Answer: No, they both run slower than the average times (mean u) of their respective groups.
(d)Answer: Z-Score of Leo is 1.089194 which means Leo run faster than 13.80342% people in his group.
(e)Answer: Z-score of Mary is 0.3122677 which means Mary run faster than 37.74186% people in her group.
(f)Answer: If the distribution of finishing times are not nealy normal, I can’t estemate these resuals.
# Z for Leo
x <- 4948
u <- 4313
sema <-583
1-pnorm(x,mean=u,sd=sema)
## [1] 0.1380342
#Z for Mary
x <- 5513
u <- 5261
sema <-807
1-pnorm(x,mean=u,sd=sema)
## [1] 0.3774186
3.18 Heights of female college students.
(a)68-95-99.7% rule
Answer:68% of the data are within 1 standard deviation of the mean, 96% are within 2 and 100% are within 3 standard deviations of the mean.
hgt <- c(54,55,56,56,57,58,58,59,60,60,60,61,61,62,62,63,63,63,64,65,65,67,67,69,73)
u <-61.5
sema <-4.58
lowbond1 <- u-sema
uperbond1 <- u+sema
c1 <- subset(hgt, hgt>lowbond1 & hgt<uperbond1)
p1 <- length(c1)/25
p1
## [1] 0.68
lowbond2 <- u-2*sema
uperbond2 <- u+2*sema
c2 <- subset(hgt, hgt>lowbond2 & hgt<uperbond2)
p2 <- length(c2)/25
p2
## [1] 0.96
lowbond3 <- u-3*sema
uperbond3 <- u+3*sema
c3 <- subset(hgt, hgt>lowbond3 & hgt<uperbond3)
p3 <- length(c3)/25
p3
## [1] 1
(b) Is normal distribution?
Answer: Yes
hist(hgt, probability = TRUE)
x <- 40:80
y <- dnorm(x = x, mean = u, sd =sema)
lines(x = x, y = y, ylim = c(0, 0.15),col = "blue")

qqnorm(hgt)
qqline(hgt)

3.22 Defective rate
Geometric distribution: P(defective)=0.02
p <- 0.02
u <- 1/p
sd <- sqrt((1-p)/(p^2))
(a) The probability that the 10th transistor produced is the first with a defect
p*((1-p)^9)
## [1] 0.01667496
(b) P(no defective transistors in a batch of 100)
p^0*((1-p)^100)
## [1] 0.1326196
(c) Expect to be produced before the first with a defect
u
## [1] 50
(d) P(defective)=0.05, expect to be produced before the first with a defect
p2 <- 0.05
u2 <-1/p2
u2
## [1] 20
sd2 <- sqrt((1-p2)/(p2^2))
sd2
## [1] 19.49359
(e) How does increading the P of an event affect u and sd of the wait time until success?
Answer: Increading the probability of an event, mean will decreading since the first with a defect in less samples and sd will decreading too since p is denominator and becomes bigger.

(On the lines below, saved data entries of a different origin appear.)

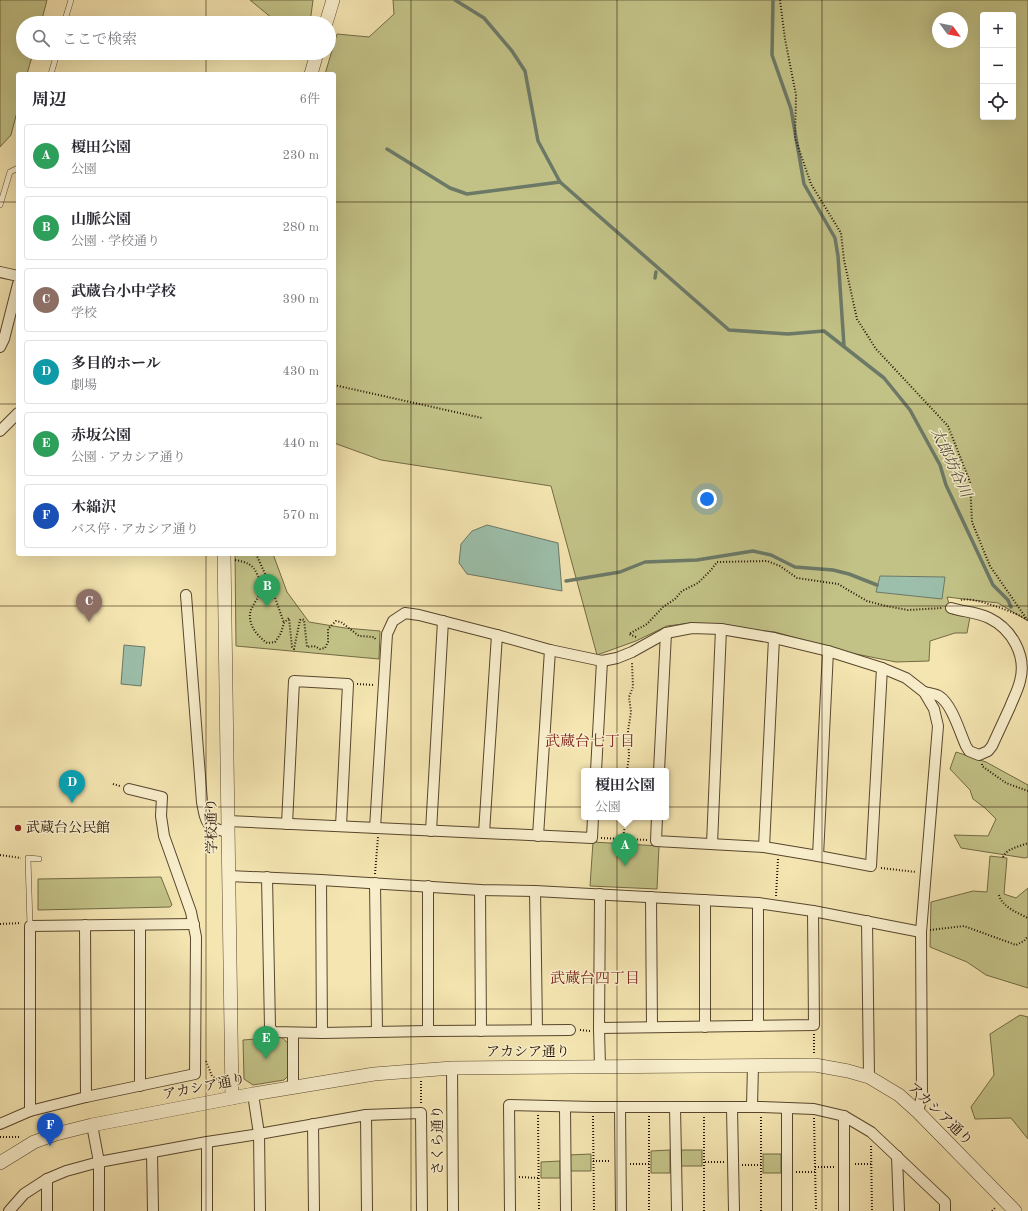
<!DOCTYPE html>
<html lang="ja">
<meta charset="utf-8">
<style>
:root{--surface:#fff;--page:#f2f2f3;--text:#2b2b33;--muted:#7c7c81;--line:#e1e1e2;--accent:#8f2418}
body{margin:0;font-family:"Old Standard TT","Noto Serif JP",serif;background:var(--page);color:var(--text)}
.controls{position:absolute;right:12px;top:12px;display:grid;overflow:hidden;border-radius:4px;box-shadow:0 4px 16px #0002}
.controls button{width:36px;height:36px;display:grid;place-items:center;padding:0;border:0;border-bottom:1px solid var(--line);background:var(--surface);color:var(--text);font:20px sans-serif}
.compass{position:absolute;left:932px;top:12px;width:36px;height:36px;border-radius:50%;background:var(--surface);box-shadow:0 4px 16px #0002;rotate:123deg}
.you{position:absolute;left:707px;top:499px;width:14px;height:14px;margin:-10px;border:3px solid #fff;border-radius:50%;background:#1a73e8;box-shadow:0 0 0 6px #1a73e833}
.badge{display:grid;place-items:center;width:26px;height:26px;border-radius:50%;background:var(--accent);color:#fff;font-size:13px;font-weight:700}
.pin{position:absolute;translate:-50% -33px;filter:drop-shadow(0 1px 2px #0008)}
.pin::after{content:'';position:absolute;top:21px;width:14px;height:12px;background:inherit;clip-path:polygon(0 0,100% 0,50% 100%)}
.popup{position:absolute;left:581px;top:768px;width:88px;height:52px;box-sizing:border-box;display:grid;place-content:center;border-radius:4px;background:var(--surface);filter:drop-shadow(0 1px 3px #0005);font-size:13px;white-space:nowrap;color:var(--muted)}
.popup b{font-size:15px;color:var(--text)}
.popup::after{content:'';position:absolute;left:50%;top:100%;margin-left:-8px;border:8px solid transparent;border-top-color:var(--surface)}
.list{margin:0;padding:0;list-style:none}
h2{display:flex;justify-content:space-between;align-items:center;height:52px;margin:0;padding:0 16px;font-size:17px}
h2 small{font-size:13px;font-weight:400;color:var(--muted)}
.list li{display:grid;grid-template-columns:26px 1fr auto;gap:12px;align-items:center;box-sizing:border-box;height:64px;margin:0 8px 8px;padding:0 8px;border:1px solid var(--line);border-radius:4px}
.list b{display:block;font-size:15px;white-space:nowrap}
.list p{margin:0;font-size:13px;white-space:nowrap;color:var(--muted)}
.list em{font-size:13px;font-style:normal;color:var(--muted)}
.icon{flex:none;width:22px;height:22px;fill:none;stroke:currentColor;stroke-width:2;stroke-linecap:round;stroke-linejoin:round}
.map{position:relative;flex:none;width:1028px;height:1211px;overflow:hidden}
.search{position:absolute;background:var(--surface);box-shadow:0 4px 16px #0002;left:16px;top:16px;width:320px;height:44px;display:flex;align-items:center;gap:10px;box-sizing:border-box;padding:0 14px;border-radius:22px;color:var(--muted);font-size:15px}
.panel{position:absolute;background:var(--surface);box-shadow:0 4px 16px #0002;left:16px;top:72px;width:320px;height:484px;border-radius:4px}
.map>svg:first-child{display:block}
.green{fill:#c2c287;stroke:#736a44;fill-rule:evenodd}
.water{fill:#9cbfab;stroke:#6c7967}
.lines{fill:none;stroke-linecap:round;stroke-linejoin:round}
.stream{stroke:#6c7967;stroke-width:3.5}
.service-casing{stroke:#58462c;stroke-width:6}
.minor-casing{stroke:#58462c;stroke-width:12}
.tertiary-casing{stroke:#58462c;stroke-width:14}
.path{stroke:#241100;stroke-width:2;stroke-dasharray:1 2;stroke-linecap:butt}
.service{stroke:#f8eecc;stroke-width:5}
.minor{stroke:#f8eecc;stroke-width:10}
.tertiary{stroke:#f8eecc;stroke-width:13}
.grid{fill:none;stroke:#241100;stroke-width:1;stroke-opacity:0.55}
.poi-dot{fill:#8f2418;stroke:#f8eecc;stroke-width:1.5}
.labels{text-anchor:middle;dominant-baseline:central;stroke-width:3;stroke-linejoin:round;paint-order:stroke}
.street-label{font-size:14px;fill:#241100;stroke:#f8eecc}
.poi-label{font-size:14px;fill:#241100;stroke:#f8eecc;text-anchor:start}
.water-label{font-size:15px;font-style:italic;fill:#4e4e3c;stroke:#f8eecc}
.neighbourhood-label{font-size:15px;fill:#7a1f14;stroke:#f8eecc}
</style>
<div class="map">
<svg width="1028" height="1211" viewBox="0 0 1028 1211">
<rect width="100%" height="100%" fill="#f4e5b1"/>
<filter id="stains"><feTurbulence type="fractalNoise" baseFrequency=".005" numOctaves="4"/><feColorMatrix values="0 0 0 0 .2 0 0 0 0 .09 0 0 0 0 .02 0 0 0 .5 -.17"/></filter>
<radialGradient id="worn" r=".72"><stop offset=".6" stop-color="#630" stop-opacity="0"/><stop offset="1" stop-color="#630" stop-opacity=".3"/></radialGradient>
<g class="green">
<path d="M0,0H47L41,23H23V53H33L27,74H18V108L11,135L0,147Z"/>
<path d="M250,0H313L310,23H278Z"/>
<path d="M393,0H1028V621L998,603L947,597L952,614L970,617L967,633H955L930,641L929,661L896,662L851,653L775,632L690,623L667,626L636,641L597,655L551,486L381,460L334,443V74H325L337,34L369,37L394,14ZM983,15H1013V117H983ZM938,18H962V42H938Z"/>
<path d="M235,554H273L287,592L309,622L345,628L380,631L379,659L236,646Z"/>
<path d="M956,752L986,762L1028,785V857L1025,858L961,848L954,835L988,836L996,819L985,808L973,799L970,790L950,769Z"/>
<path d="M593,842L659,846L657,889L590,886Z"/>
<path d="M990,856L1007,858L1004,894L1016,898L1028,888V988L986,975L967,962L930,947L931,902L973,891L987,892Z"/>
<path d="M161,877L172,905L170,907L38,910V879Z"/>
<path d="M1020,1015L1028,1017V1139L1011,1118L975,1119L971,1107L994,1075L990,1034Z"/>
<path d="M281,1037L288,1043V1076L284,1080L253,1085L244,1079L243,1040Z"/>
<path d="M670,1150V1173H651V1151Z"/>
<rect x="681" y="1150" width="21" height="16"/>
<path d="M591,1154V1171H568V1155Z"/>
<rect x="763" y="1154" width="18" height="19"/>
<path d="M560,1161V1178H541V1162Z"/>
</g>
<g class="water">
<path d="M487,525L558,543L562,591L467,574L459,563L461,544L472,531Z"/>
<path d="M880,576L945,577L942,599L876,592Z"/>
<path d="M124,645L145,647L141,686L121,684Z"/>
</g>
<g class="lines">
<g class="stream">
<path d="M455,0L484,18L512,51L525,71L538,141L560,182L729,330L788,334L824,331L884,378L910,410L940,465L946,485L993,585L1008,600L1011,607"/>
<path d="M773,0L772,55L791,109L804,184L835,238L838,256L844,346"/>
<path d="M387,149L450,188L467,194L560,182"/>
<path d="M655,278L656,272"/>
<path d="M566,581L620,572L645,562L697,560L753,551L771,555L795,567L833,570L849,574L877,585"/>
</g>
<defs>
<g id="service">
<path d="M64,23L71,0"/>
<path d="M51,74L57,53"/>
<path d="M0,205L10,172L18,168"/>
<path d="M30,926L28,858L39,859"/>
</g>
<g id="minor">
<path d="M0,272L18,276"/>
<path d="M0,347L4,339L18,284"/>
<path d="M0,431L18,413"/>
<path d="M186,595L202,802C206,823 206,828 228,832"/>
<path d="M924,692C929,693 935,694 939,696C952,704 960,733 966,746L969,751L979,755L988,751L992,746C998,733 1004,720 1010,707C1013,699 1018,690 1020,681C1027,656 1012,629 989,618C977,612 964,612 951,608"/>
<path d="M596,771L602,661"/>
<path d="M659,771L666,633"/>
<path d="M657,817L656,841L764,847L818,856L871,866L882,668"/>
<path d="M228,821L592,838L593,817"/>
<path d="M287,824L294,681L348,684L341,826"/>
<path d="M375,828L387,634L393,621L405,613L419,615L497,635L550,650L602,661L617,658L632,652L666,633L692,628L721,629L774,638L828,651L882,668L906,678L924,692L934,709L938,726L921,932L922,1096L918,1112"/>
<path d="M431,831L443,621"/>
<path d="M484,833L497,635"/>
<path d="M538,836L550,650"/>
<path d="M712,844L721,629"/>
<path d="M764,847L774,638"/>
<path d="M818,856L828,651"/>
<path d="M229,876L321,880L480,890L535,891L758,903L813,911L921,932"/>
<path d="M267,877L270,1027L273,1032L322,1033L428,1031L570,1030"/>
<path d="M321,880L322,1033"/>
<path d="M375,883L377,1032"/>
<path d="M428,886V1031"/>
<path d="M480,890L481,1031"/>
<path d="M535,891L537,1030"/>
<path d="M651,897L652,1027"/>
<path d="M867,921L869,1077"/>
<path d="M85,925L86,1097"/>
<path d="M758,1026V903"/>
<path d="M705,1027V900"/>
<path d="M599,1028L814,1025L813,911"/>
<path d="M293,1033V1087"/>
<path d="M600,1067L599,1028L600,894"/>
<path d="M452,1068L453,1211"/>
<path d="M140,1086V925"/>
<path d="M253,1094L259,1134L260,1211"/>
<path d="M565,1107L566,1211"/>
<path d="M620,1107L621,1211"/>
<path d="M675,1107L677,1211"/>
<path d="M752,1107L753,1065"/>
<path d="M732,1108L734,1211"/>
<path d="M787,1108V1211"/>
<path d="M30,1111V926L194,924"/>
<path d="M366,1115L367,1211"/>
<path d="M844,1116V1211"/>
<path d="M0,1124L30,1111L86,1097L195,1074L196,937L191,912L164,836L161,816L162,797L129,789"/>
<path d="M313,1124L314,1211"/>
<path d="M92,1125L99,1162V1211"/>
<path d="M152,1153L153,1211"/>
<path d="M897,1156L899,1211"/>
<path d="M9,1211L24,1194L47,1179L66,1171L99,1162L207,1142L259,1134L366,1115L421,1113L422,1211"/>
<path d="M47,1211V1179"/>
<path d="M207,1211V1142"/>
<path d="M510,1211L509,1105L593,1107H761L814,1109L844,1116L871,1132L945,1202V1211"/>
</g>
<g id="tertiary">
<path d="M326,23L333,0"/>
<path d="M311,74L317,53"/>
<path d="M224,554L232,1098"/>
<path d="M0,1163L34,1142L56,1134L92,1125L253,1094L374,1074L452,1068L815,1065L848,1071L869,1077L899,1095L918,1112L1015,1211"/>
</g>
</defs>
<use href="#service" class="service-casing"/>
<use href="#minor" class="minor-casing"/>
<use href="#tertiary" class="tertiary-casing"/>
<g class="path">
<path d="M780,0L785,39L796,95L795,138L811,184L841,233L844,260L857,319L876,349L948,426L970,482L972,522L990,566L1026,618"/>
<path d="M334,385L482,418"/>
<path d="M256,554L272,589L284,623"/>
<path d="M235,560C246,562 253,564 257,574C258,577 261,580 261,583C264,596 248,606 250,618C251,629 259,637 267,643L275,642L281,633L284,623L289,618L292,647L294,649L300,620L302,619L304,620L307,647L314,646L320,649L325,648L328,642V629L336,621L341,622L359,636L374,637L376,640"/>
<path d="M961,600C972,596 1017,613 1028,620"/>
<path d="M636,637L629,634L647,624L663,607L675,599L682,591L698,583L711,570L717,562L767,561L780,566L797,578L838,584L867,601L886,606L908,610L942,608"/>
<path d="M357,684L375,685"/>
<path d="M982,764V766L1006,783L1028,791"/>
<path d="M627,771L629,756L628,731L631,712L629,697L633,687L632,663"/>
<path d="M113,784L120,786"/>
<path d="M601,838L647,840"/>
<path d="M623,839L626,817"/>
<path d="M0,855L21,858"/>
<path d="M1003,857C1007,848 1019,847 1028,843"/>
<path d="M881,868L916,872"/>
<path d="M375,874L378,837"/>
<path d="M999,895C1002,907 1018,913 1028,918"/>
<path d="M776,896L778,859"/>
<path d="M0,924L21,923"/>
<path d="M930,930L964,926L1016,945L1024,941L1028,936"/>
<path d="M580,1030L590,1031"/>
<path d="M814,1034V1054"/>
<path d="M206,1061L212,1076L221,1083"/>
<path d="M421,1081V1103"/>
<path d="M538,1115L539,1211"/>
<path d="M593,1116L594,1211"/>
<path d="M649,1116V1211"/>
<path d="M814,1118L816,1211"/>
<path d="M0,1137H21"/>
<path d="M871,1146L872,1211"/>
<path d="M593,1161H611"/>
<path d="M705,1162H724"/>
<path d="M630,1164H649"/>
<path d="M855,1164H871"/>
<path d="M742,1165H761"/>
<path d="M815,1167H834"/>
<path d="M796,1172H815"/>
<path d="M519,1177L538,1178"/>
<path d="M704,1211V1116"/>
<path d="M761,1211V1116"/>
<path d="M992,1211L996,1207"/>
</g>
<use href="#service" class="service"/>
<use href="#minor" class="minor"/>
<use href="#tertiary" class="tertiary"/>
</g>
<path class="grid" d="M206,0V23M411,0V1211M617,0V1211M822,0V1211M206,53V74M0,202H18M334,202H1028M0,404H18M334,404H1028M206,554V1211M0,606H1028M0,807H1028M0,1009H1028"/>
<circle class="poi-dot" cx="18" cy="828" r="4"/>
<g class="labels">
<g class="street-label">
<text transform="translate(212 826) rotate(-91)">学校通り</text>
<text x="528" y="1052">アカシア通り</text>
<text transform="translate(204 1087) rotate(-11)">アカシア通り</text>
<text transform="translate(940 1114) rotate(44)">アカシア通り</text>
<text transform="translate(438 1140) rotate(-90)">さくら通り</text>
</g>
<g class="poi-label">
<text x="26" y="828">武蔵台公民館</text>
</g>
<g class="water-label">
<text transform="translate(950 463) rotate(65)">太郎坊谷川</text>
</g>
<g class="neighbourhood-label">
<text x="590" y="742">武蔵台七丁目</text>
<text x="595" y="979">武蔵台四丁目</text>
</g>
</g>
<rect width="100%" height="100%" filter="url(#stains)"/>
<rect width="100%" height="100%" fill="url(#worn)"/>
</svg>
<div class="controls">
<button>+</button>
<button>−</button>
<button><svg class="icon" aria-label="locate" viewBox="0 0 24 24"><circle cx="12" cy="12" r="6"/><path d="M12 2v4M12 18v4M2 12h4M18 12h4"/></svg></button>
</div>
<svg class="compass" viewBox="-18 -18 36 36"><path d="M0-13l5 13h-10z" fill="#e53935"/><path d="M0 13l5-13h-10z" fill="#7c7c81"/></svg>
<div class="you"></div>
<div class="pin badge" style="left:625px;top:866px;background:#2e9e5b">A</div>
<div class="popup"><b>榎田公園</b>公園</div>
<div class="pin badge" style="left:267px;top:607px;background:#2e9e5b">B</div>
<div class="pin badge" style="left:89px;top:622px;background:#8d6e63">C</div>
<div class="pin badge" style="left:72px;top:803px;background:#0f9aa8">D</div>
<div class="pin badge" style="left:266px;top:1059px;background:#2e9e5b">E</div>
<div class="pin badge" style="left:50px;top:1146px;background:#1a4fb4">F</div>
<div class="search"><svg class="icon" aria-label="search" viewBox="0 0 24 24"><circle cx="10" cy="10" r="6"/><path d="M15 15l6 6"/></svg>ここで検索</div>
<section class="panel">
<h2>周辺<small>6件</small></h2>
<ul class="list">
<li><span class="badge" style="background:#2e9e5b">A</span><div><b>榎田公園</b><p>公園</p></div><em>230 m</em></li>
<li><span class="badge" style="background:#2e9e5b">B</span><div><b>山脈公園</b><p>公園 · 学校通り</p></div><em>280 m</em></li>
<li><span class="badge" style="background:#8d6e63">C</span><div><b>武蔵台小中学校</b><p>学校</p></div><em>390 m</em></li>
<li><span class="badge" style="background:#0f9aa8">D</span><div><b>多目的ホール</b><p>劇場</p></div><em>430 m</em></li>
<li><span class="badge" style="background:#2e9e5b">E</span><div><b>赤坂公園</b><p>公園 · アカシア通り</p></div><em>440 m</em></li>
<li><span class="badge" style="background:#1a4fb4">F</span><div><b>木綿沢</b><p>バス停 · アカシア通り</p></div><em>570 m</em></li>
</ul>
</section>
</div>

As the result, the waiting time until success is short when p is increading.
3.38 Male Children
Binomial model : P(actual male child) =0.51
p <- 0.51
q <- 1-p
(a) two boys of three children
#C(3,2)p^2*q
3*p^2*q
## [1] 0.382347
(b) b <- boy, g<- girl
All possible ordering two boys of three children
Answer: {bbg,bgb,gbb}
Addition rule:
p^2*q+p*q*p+q*p^2
## [1] 0.382347
(c) three boys of eight kids
Answer: In b, order is matter so it is counted by each order of the outcome.
#C(8,3)p^3*q^(8-3)
((8*7*6)/(3*2*1))*p^3*q^5
## [1] 0.2098355
3.42 Serving in volleyball
Negative binomial
p <- 0.15
q <- 1-p
(a) 10th try she will make her 3rd successful serve
#C(9,2)p^3*q^(10-3)
(9*8)/(2*1)*p^3*q^7
## [1] 0.03895012
(b)The probability that her 10th serve will be successful
p
## [1] 0.15
(c) why different between a and b?
Answer: In a, the probability is regarding to each scenario of comabination of possible two success in period night serve and the 3rd success at 10th. However, b is regarding to the single event of the success and each serve is independent, the success of each serve is 15%.